▶ [What this task involves] Among the lines of the records below, count those with the word "reading". Reply with that number alone.

▶ [The data]
--- START ---

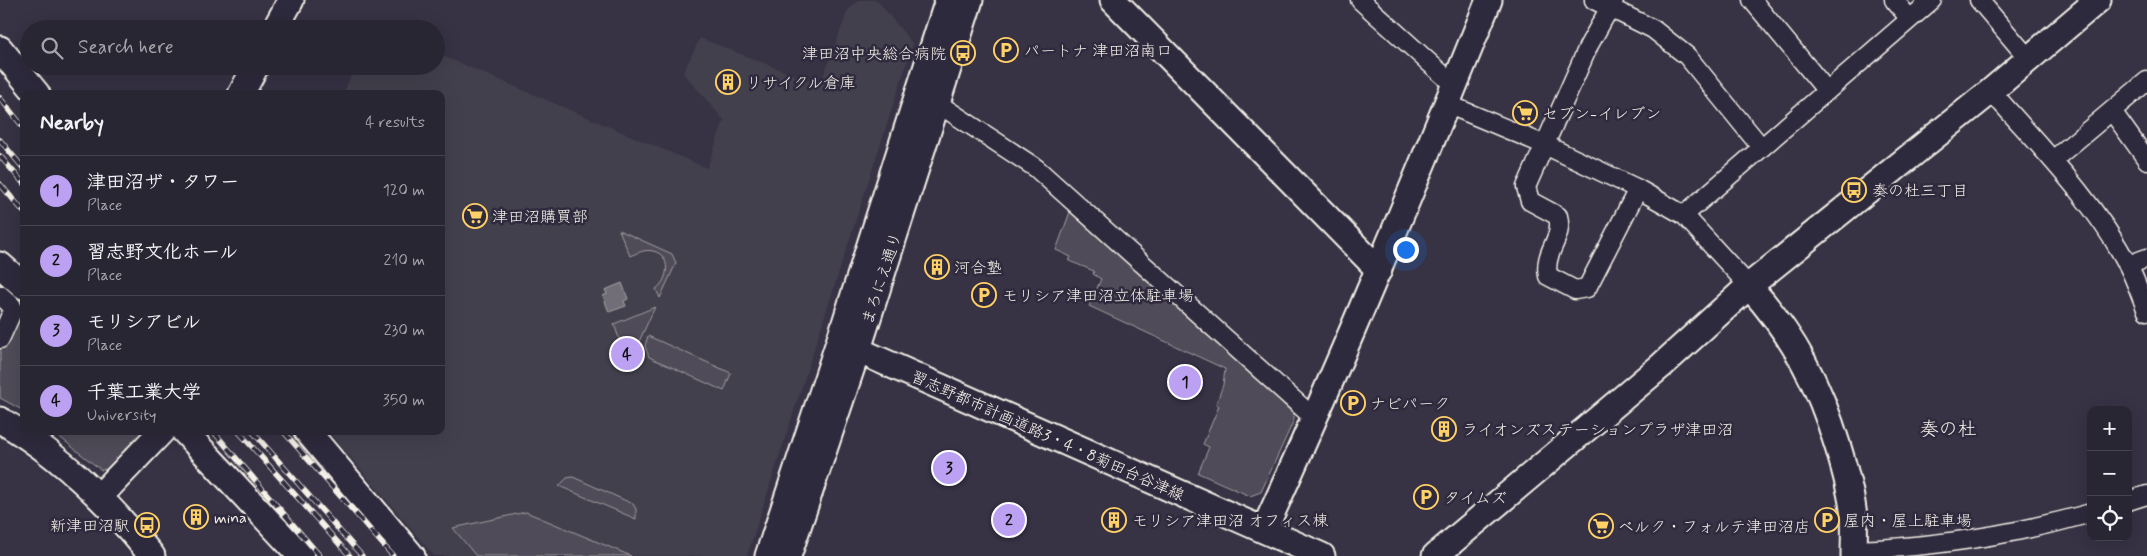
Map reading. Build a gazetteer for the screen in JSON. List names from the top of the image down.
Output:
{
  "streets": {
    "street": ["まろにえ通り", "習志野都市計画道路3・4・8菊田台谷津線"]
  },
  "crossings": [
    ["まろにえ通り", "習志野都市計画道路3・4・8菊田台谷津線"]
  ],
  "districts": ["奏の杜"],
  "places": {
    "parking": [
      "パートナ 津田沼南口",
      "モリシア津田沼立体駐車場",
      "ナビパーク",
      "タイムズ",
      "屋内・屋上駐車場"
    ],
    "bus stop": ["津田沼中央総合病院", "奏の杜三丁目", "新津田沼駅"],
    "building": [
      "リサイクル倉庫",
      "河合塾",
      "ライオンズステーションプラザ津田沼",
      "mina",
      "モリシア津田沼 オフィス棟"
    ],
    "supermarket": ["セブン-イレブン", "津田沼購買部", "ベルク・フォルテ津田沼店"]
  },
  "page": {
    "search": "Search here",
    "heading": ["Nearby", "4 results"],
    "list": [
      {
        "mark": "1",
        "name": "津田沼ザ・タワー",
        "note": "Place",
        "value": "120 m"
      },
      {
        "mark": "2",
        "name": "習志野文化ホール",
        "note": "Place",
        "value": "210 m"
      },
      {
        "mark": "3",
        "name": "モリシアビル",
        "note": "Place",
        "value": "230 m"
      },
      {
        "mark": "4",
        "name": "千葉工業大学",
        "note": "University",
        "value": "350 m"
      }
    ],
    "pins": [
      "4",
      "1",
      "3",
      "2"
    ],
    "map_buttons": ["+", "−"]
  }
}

--- END ---
--- START ---

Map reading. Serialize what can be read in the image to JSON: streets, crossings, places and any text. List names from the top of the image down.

--- END ---

▶ [Response for this exercise] 2